- [Given data]
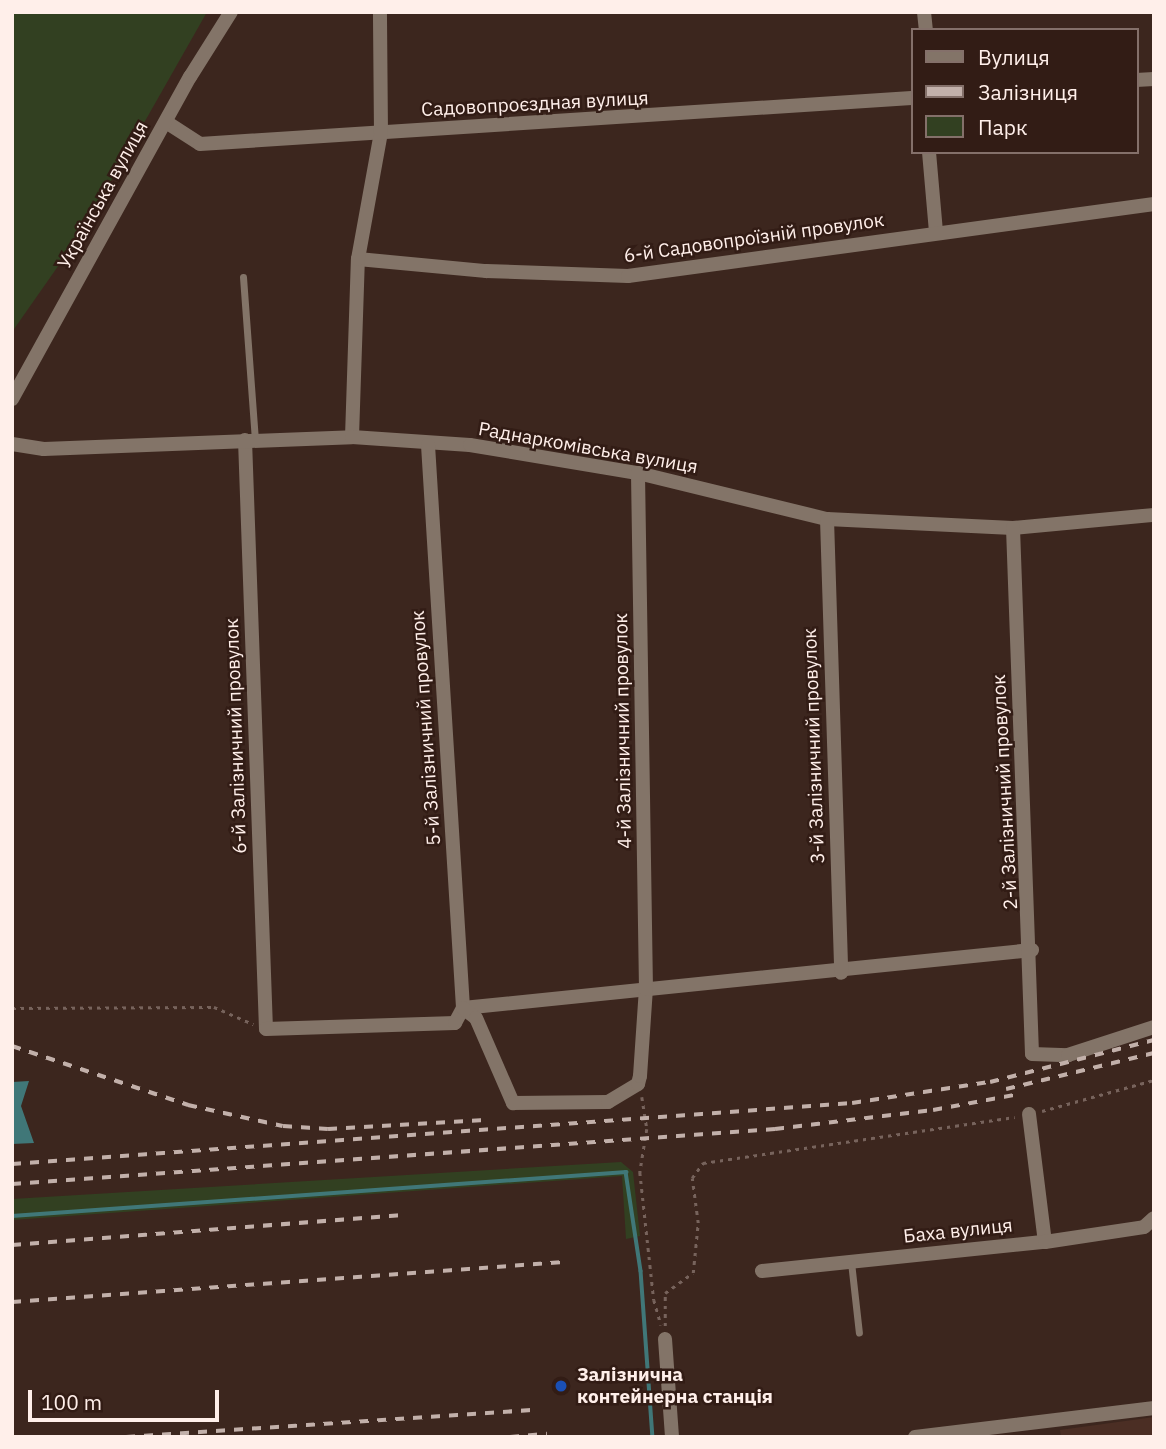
<!DOCTYPE html>
<html>
<head>
<meta charset="utf-8">
<style>
  body { margin:0 }
  #map { position:relative; width:1166px; height:1449px; overflow:hidden; background:#3c261e; font-family:"IBM Plex Sans",sans-serif }
  div>[style] { position:absolute }
  .built>* { inset:0; background:#4b2e24 }
  .green>* { inset:0; background:#324021 }
  .water>* { inset:0; background:#407778 }
  .stream>* { height:3.5px; margin:-1.75px; padding:0 1.75px; transform-origin:1.75px; border-radius:1.75px; background:#407778 }
  .path>* { height:2.5px; margin-top:-1.25px; transform-origin:0; background:repeating-linear-gradient(90deg,#77635c 0 3.5px,transparent 0 8.5px) }
  .service>* { height:7px; margin:-3.5px; padding:0 3.5px; transform-origin:3.5px; border-radius:3.5px; background:#837468 }
  .minor>* { height:14px; margin:-7px; padding:0 7px; transform-origin:7px; border-radius:7px; background:#837468 }
  .rail>* { height:3.5px; margin-top:-1.75px; transform-origin:0; background:repeating-linear-gradient(90deg,#c2b0aa 0 9px,transparent 0 18px) }
  .dots>* { width:19px; height:19px; translate:-50% -50%; box-sizing:border-box; border:4px solid #321c15; border-radius:50% }
  span { translate:-50% -50%; white-space:nowrap; text-align:center; line-height:1.15; -webkit-text-stroke:5px #321c15; paint-order:stroke }
  .street-label { font-size:19px; color:#ffefea }
  .poi-label { font-size:19px; color:#ffefea; font-weight:700 }
  .left { translate:0 -50%; text-align:left }
  .frame { position:absolute; inset:0; border:14px solid #ffefea; pointer-events:none }
  .legend { position:absolute; left:911px; top:28px; width:228px; height:126px; box-sizing:border-box; background:#321c15; border:2px solid #84706a; margin:0; padding:9px 12px; list-style:none; font-size:21px; color:#ffefea }
  .legend li { display:flex; align-items:center; gap:14px; height:35px }
  .legend b { width:35px; border:2px solid #84706a }
  .scale { position:absolute; left:28px; top:1390px; width:191px; height:32px; box-sizing:border-box; border:4px solid #ffefea; border-top:0; padding-left:9px; font-size:21px; line-height:24px; white-space:nowrap; color:#ffefea; -webkit-text-stroke:5px #321c15; paint-order:stroke }
</style>
</head>
<body>
<div id="map">
  <div class="built">
    <div style="clip-path:polygon(1154px 1417px,1154px 1437px,1061px 1437px,1060px 1430px)"></div>
  </div>
  <div class="green">
    <div style="clip-path:polygon(12px 12px,207px 12px,82px 232px,12px 332px)"></div>
    <div style="clip-path:polygon(621px 1162px,633px 1172px,640px 1236px,626px 1239px,622px 1176px,12px 1220px,12px 1199px)"></div>
  </div>
  <div class="water">
    <div style="clip-path:polygon(29px 1081px,21px 1106px,34px 1143px,12px 1144px,12px 1082px)"></div>
  </div>
  <div class="stream">
    <div style="left:12px;top:1216px;width:616px;rotate:-4.1deg"></div>
    <div style="left:626px;top:1172px;width:100px;rotate:81.4deg"></div>
    <div style="left:641px;top:1271px;width:166px;rotate:85.9deg"></div>
  </div>
  <div class="path">
    <div style="left:12px;top:1008px;width:202px;rotate:-0.3deg"></div>
    <div style="left:214px;top:1007px;width:43px;rotate:23.6deg"></div>
    <div style="left:642px;top:1097px;width:32px;rotate:81deg"></div>
    <div style="left:647px;top:1129px;width:44px;rotate:99.2deg"></div>
    <div style="left:640px;top:1172px;width:129px;rotate:83.8deg"></div>
    <div style="left:654px;top:1300px;width:26px;rotate:74deg"></div>
    <div style="left:1042px;top:1111px;width:116px;rotate:-15.5deg"></div>
    <div style="left:665px;top:1326px;width:33px;rotate:-90deg"></div>
    <div style="left:665px;top:1293px;width:34px;rotate:-36deg"></div>
    <div style="left:693px;top:1273px;width:50px;rotate:-84.3deg"></div>
    <div style="left:698px;top:1223px;width:45px;rotate:-97.6deg"></div>
    <div style="left:692px;top:1178px;width:19px;rotate:-54deg"></div>
    <div style="left:703px;top:1163px;width:315px;rotate:-8.4deg"></div>
  </div>
  <div class="service">
    <div style="left:243px;top:277px;width:163px;rotate:85.8deg"></div>
    <div style="left:851px;top:1262px;width:71px;rotate:83.6deg"></div>
  </div>
  <div class="minor">
    <div style="left:924px;top:12px;width:18px;rotate:84deg"></div>
    <div style="left:1136px;top:80px;width:18px;rotate:-3deg"></div>
    <div style="left:166px;top:122px;width:40px;rotate:32.9deg"></div>
    <div style="left:200px;top:144px;width:713px;rotate:-3.7deg"></div>
    <div style="left:929px;top:152px;width:80px;rotate:85deg"></div>
    <div style="left:358px;top:259px;width:129px;rotate:5.4deg"></div>
    <div style="left:486px;top:271px;width:142px;rotate:2deg"></div>
    <div style="left:628px;top:276px;width:531px;rotate:-7.79deg"></div>
    <div style="left:12px;top:399px;width:368px;rotate:-61.1deg"></div>
    <div style="left:190px;top:77px;width:77px;rotate:-57.8deg"></div>
    <div style="left:352px;top:437px;width:178px;rotate:-88.1deg"></div>
    <div style="left:358px;top:259px;width:128px;rotate:-79.7deg"></div>
    <div style="left:381px;top:133px;width:121px;rotate:-90.5deg"></div>
    <div style="left:245px;top:440px;width:589px;rotate:87.96deg"></div>
    <div style="left:266px;top:1029px;width:189px;rotate:-1.8deg"></div>
    <div style="left:455px;top:1023px;width:17px;rotate:-62deg"></div>
    <div style="left:463px;top:1008px;width:572px;rotate:-5.82deg"></div>
    <div style="left:12px;top:444px;width:32px;rotate:9deg"></div>
    <div style="left:44px;top:449px;width:308px;rotate:-2.2deg"></div>
    <div style="left:352px;top:437px;width:118px;rotate:3.9deg"></div>
    <div style="left:470px;top:445px;width:170px;rotate:9.5deg"></div>
    <div style="left:638px;top:473px;width:195px;rotate:13.7deg"></div>
    <div style="left:827px;top:519px;width:186px;rotate:2.8deg"></div>
    <div style="left:1013px;top:528px;width:142px;rotate:-5.3deg"></div>
    <div style="left:428px;top:445px;width:564px;rotate:86.44deg"></div>
    <div style="left:463px;top:1008px;width:16px;rotate:38deg"></div>
    <div style="left:476px;top:1018px;width:93px;rotate:66.5deg"></div>
    <div style="left:513px;top:1103px;width:95px;rotate:-0.6deg"></div>
    <div style="left:608px;top:1102px;width:35px;rotate:-31deg"></div>
    <div style="left:638px;top:1084px;width:8px;rotate:-76deg"></div>
    <div style="left:640px;top:1076px;width:87px;rotate:-86.1deg"></div>
    <div style="left:646px;top:989px;width:516px;rotate:-90.89deg"></div>
    <div style="left:827px;top:519px;width:454px;rotate:88.2deg"></div>
    <div style="left:1013px;top:528px;width:526px;rotate:87.93deg"></div>
    <div style="left:1032px;top:1054px;width:36px;rotate:2deg"></div>
    <div style="left:1068px;top:1055px;width:90px;rotate:-18deg"></div>
    <div style="left:1029px;top:1114px;width:129px;rotate:82.9deg"></div>
    <div style="left:762px;top:1271px;width:284px;rotate:-5.9deg"></div>
    <div style="left:1045px;top:1242px;width:100px;rotate:-8.6deg"></div>
    <div style="left:1144px;top:1227px;width:13px;rotate:-42deg"></div>
    <div style="left:665px;top:1339px;width:98px;rotate:85.9deg"></div>
    <div style="left:915px;top:1437px;width:241px;rotate:-6.9deg"></div>
  </div>
  <div class="rail">
    <div style="left:12px;top:1046px;width:186px;rotate:18.5deg"></div>
    <div style="left:188px;top:1105px;width:97px;rotate:12.5deg"></div>
    <div style="left:283px;top:1126px;width:45px;rotate:3.8deg"></div>
    <div style="left:328px;top:1129px;width:157px;rotate:-3.3deg"></div>
    <div style="left:1006px;top:1089px;width:152px;rotate:-13.7deg"></div>
    <div style="left:12px;top:1164px;width:842px;rotate:-4.15deg"></div>
    <div style="left:852px;top:1103px;width:140px;rotate:-8.7deg"></div>
    <div style="left:990px;top:1082px;width:169px;rotate:-14.4deg"></div>
    <div style="left:12px;top:1184px;width:765px;rotate:-4.12deg"></div>
    <div style="left:775px;top:1129px;width:159px;rotate:-6.9deg"></div>
    <div style="left:933px;top:1110px;width:87px;rotate:-10.5deg"></div>
    <div style="left:12px;top:1245px;width:392px;rotate:-4.4deg"></div>
    <div style="left:12px;top:1302px;width:553px;rotate:-4.14deg"></div>
    <div style="left:126px;top:1437px;width:410px;rotate:-3.8deg"></div>
    <div style="left:510px;top:1437px;width:37px;rotate:-5deg"></div>
  </div>
  <div class="dots">
    <div style="left:561px;top:1386px;background:#1a4fb4"></div>
  </div>
  <div class="street-label">
    <span style="left:535px;top:104px;rotate:-3deg">Садовопроєздная вулиця</span>
    <span style="left:103px;top:195px;rotate:-61deg">Українська вулиця</span>
    <span style="left:754px;top:238px;rotate:-8deg">6-й Садовопроїзній провулок</span>
    <span style="left:588px;top:448px;rotate:10deg">Раднаркомівська вулиця</span>
    <span style="left:426px;top:728px;rotate:-94deg">5-й Залізничний провулок</span>
    <span style="left:623px;top:731px;rotate:-91deg">4-й Залізничний провулок</span>
    <span style="left:236px;top:736px;rotate:-92deg">6-й Залізничний провулок</span>
    <span style="left:814px;top:746px;rotate:-92deg">3-й Залізничний провулок</span>
    <span style="left:1005px;top:792px;rotate:-93deg">2-й Залізничний провулок</span>
    <span style="left:958px;top:1231px;rotate:-6deg">Баха вулиця</span>
  </div>
  <div class="poi-label">
    <span class="left" style="left:577px;top:1386px">Залізнична<br>контейнерна станція</span>
  </div>
  <div class="frame"></div>
  <ul class="legend">
  <li><b style="height:9px;background:#837468"></b>Вулиця</li>
  <li><b style="height:9px;background:#c2b0aa"></b>Залізниця</li>
  <li><b style="height:19px;background:#324021"></b>Парк</li>
  </ul>
  <div class="scale">100 m</div>
</div>
</body>
</html>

- [Task to complete]
Would you reproduce the lines above, from the very first through the line containing "height:2.5px; margin-top:-1.25px; transform-origin:0;", exactly and without the pictures?

- [Solution below]
<!DOCTYPE html>
<html>
<head>
<meta charset="utf-8">
<style>
  body { margin:0 }
  #map { position:relative; width:1166px; height:1449px; overflow:hidden; background:#3c261e; font-family:"IBM Plex Sans",sans-serif }
  div>[style] { position:absolute }
  .built>* { inset:0; background:#4b2e24 }
  .green>* { inset:0; background:#324021 }
  .water>* { inset:0; background:#407778 }
  .stream>* { height:3.5px; margin:-1.75px; padding:0 1.75px; transform-origin:1.75px; border-radius:1.75px; background:#407778 }
  .path>* { height:2.5px; margin-top:-1.25px; transform-origin:0; background:repeating-linear-gradient(90deg,#77635c 0 3.5px,transparent 0 8.5px) }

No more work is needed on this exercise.